Today, promising phase III findings in breast cancer and ovarian cancer, a new drug application withdrawn in melanoma, and oncology societies speak out about the potential NIH funding cut.

Welcome to OncLive News Network! I’m Gina Columbus.

In breast cancer, the addition of the CDK4/6 inhibitor abemaciclib to fulvestrant was found to improve progression-free survival versus fulvestrant alone in patients with hormone receptor-positive, HER2-negative disease enrolled in the phase III MONARCH 2 study.

The study randomized 669 patients in a 2:1 ratio to the combination versus fulvestrant alone.

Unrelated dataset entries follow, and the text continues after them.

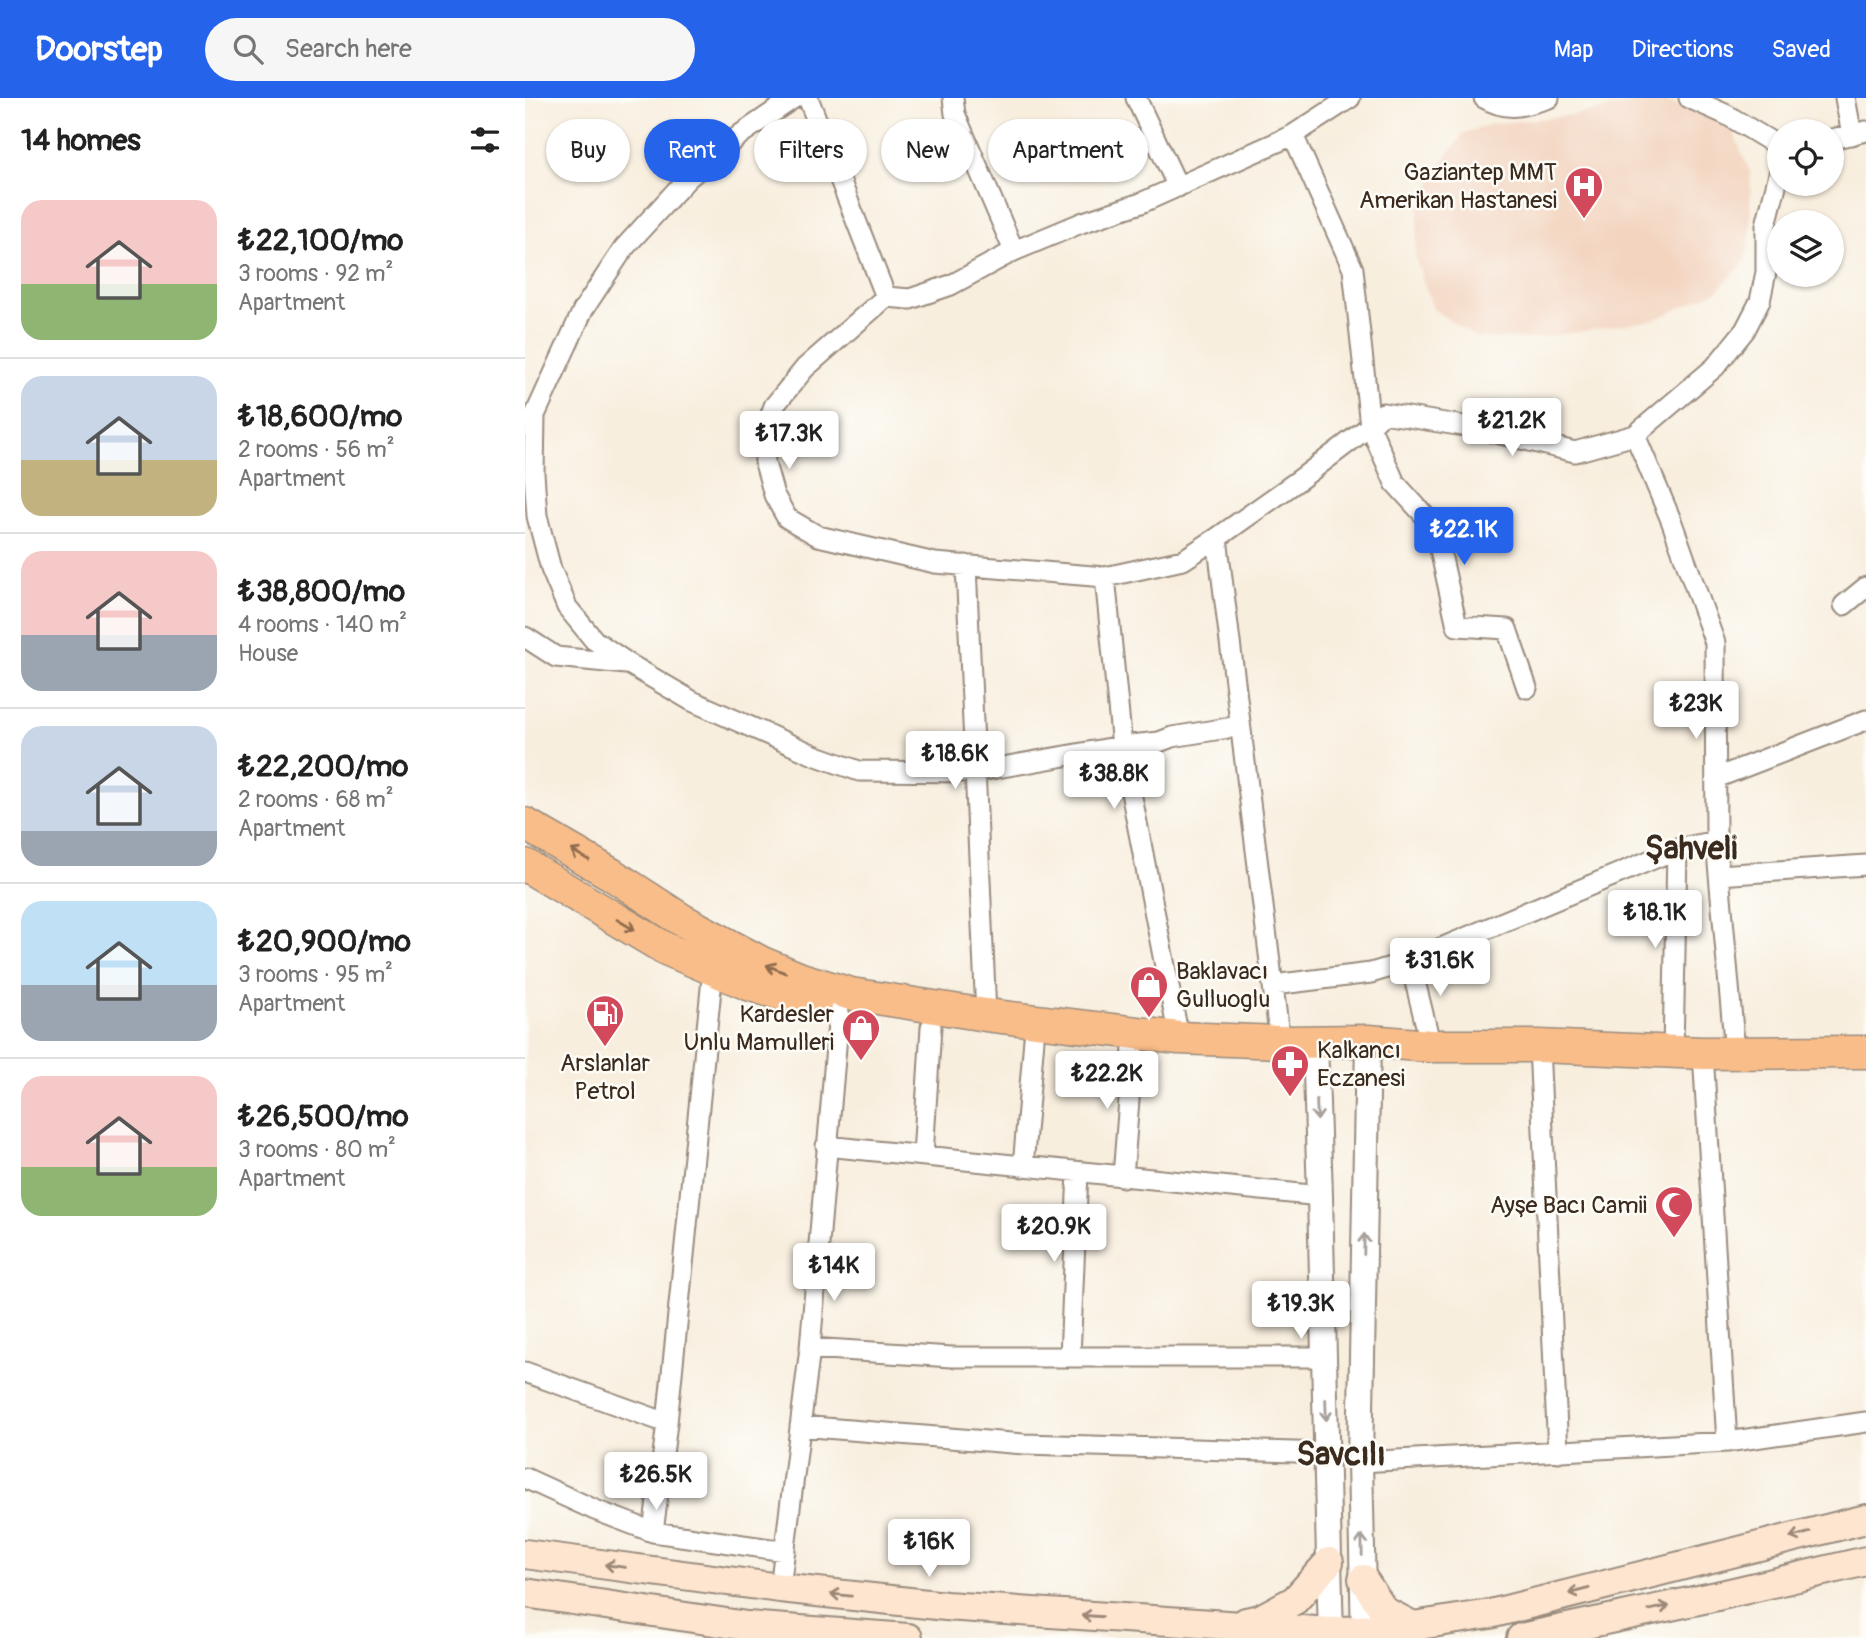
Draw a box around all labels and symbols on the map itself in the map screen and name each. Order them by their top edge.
place label: Gaziantep MMT Amerikan Hastanesi [1359,158,1557,215]
hospital icon: Gaziantep MMT Amerikan Hastanesi [1563,165,1605,220]
pin: ₺21.2K [1455,398,1569,458]
pin: ₺17.3K [732,412,846,471]
pin: ₺22.1K [1407,508,1521,567]
pin: ₺23K [1655,682,1737,741]
pin: ₺18.6K [898,732,1012,791]
pin: ₺38.8K [1057,752,1171,811]
district label: Şahveli [1645,829,1737,869]
one-way arrow [570,848,590,862]
pin: ₺18.1K [1598,890,1712,950]
one-way arrow [615,918,635,932]
pin: ₺31.6K [1383,939,1497,998]
place label: Baklavacı Gulluoglu [1176,957,1270,1014]
one-way arrow [766,961,788,974]
shop icon: Baklavacı Gulluoglu [1128,964,1170,1019]
fuel station icon: Arslanlar Petrol [584,993,626,1048]
place label: Kardesler Unlu Mamulleri [684,1000,834,1057]
shop icon: Kardesler Unlu Mamulleri [840,1007,882,1062]
place label: Kalkancı Eczanesi [1317,1036,1405,1093]
pharmacy icon: Kalkancı Eczanesi [1269,1043,1311,1098]
place label: Arslanlar Petrol [560,1049,650,1106]
pin: ₺22.2K [1050,1052,1164,1111]
one-way arrow [1311,1098,1324,1121]
mosque icon: Ayşe Bacı Camii [1653,1184,1695,1239]
place label: Ayşe Bacı Camii [1490,1191,1647,1220]
pin: ₺20.9K [997,1204,1111,1264]
one-way arrow [1357,1233,1371,1256]
pin: ₺14K [793,1244,875,1303]
pin: ₺19.3K [1244,1282,1358,1341]
one-way arrow [1319,1399,1332,1422]
district label: Savcılı [1296,1435,1386,1475]
pin: ₺26.5K [599,1452,713,1512]
pin: ₺16K [888,1520,970,1579]
one-way arrow [1789,1529,1812,1542]
one-way arrow [1355,1534,1369,1557]
one-way arrow [604,1559,627,1572]
one-way arrow [1568,1585,1591,1598]
one-way arrow [830,1588,852,1601]
one-way arrow [1647,1601,1670,1615]
one-way arrow [1080,1609,1103,1622]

Eli Lilly and Company, the manufacturer of abemaciclib, said that it plans to present the full study results at an upcoming medical meeting and submit the data to the FDA for regulatory review in the third quarter of 2017.

The safety data were consistent with results presented in previous abemaciclib trials, with the most common adverse events being diarrhea, neutropenia, nausea, and fatigue.

The company said that it would also submit an application to the FDA for single-agent abemaciclib based on data from the MONARCH 1 trial, in which abemaciclib monotherapy induced a response rate of nearly 20% in heavily pretreated patients with refractory HR+, HER2-negative advanced breast cancer.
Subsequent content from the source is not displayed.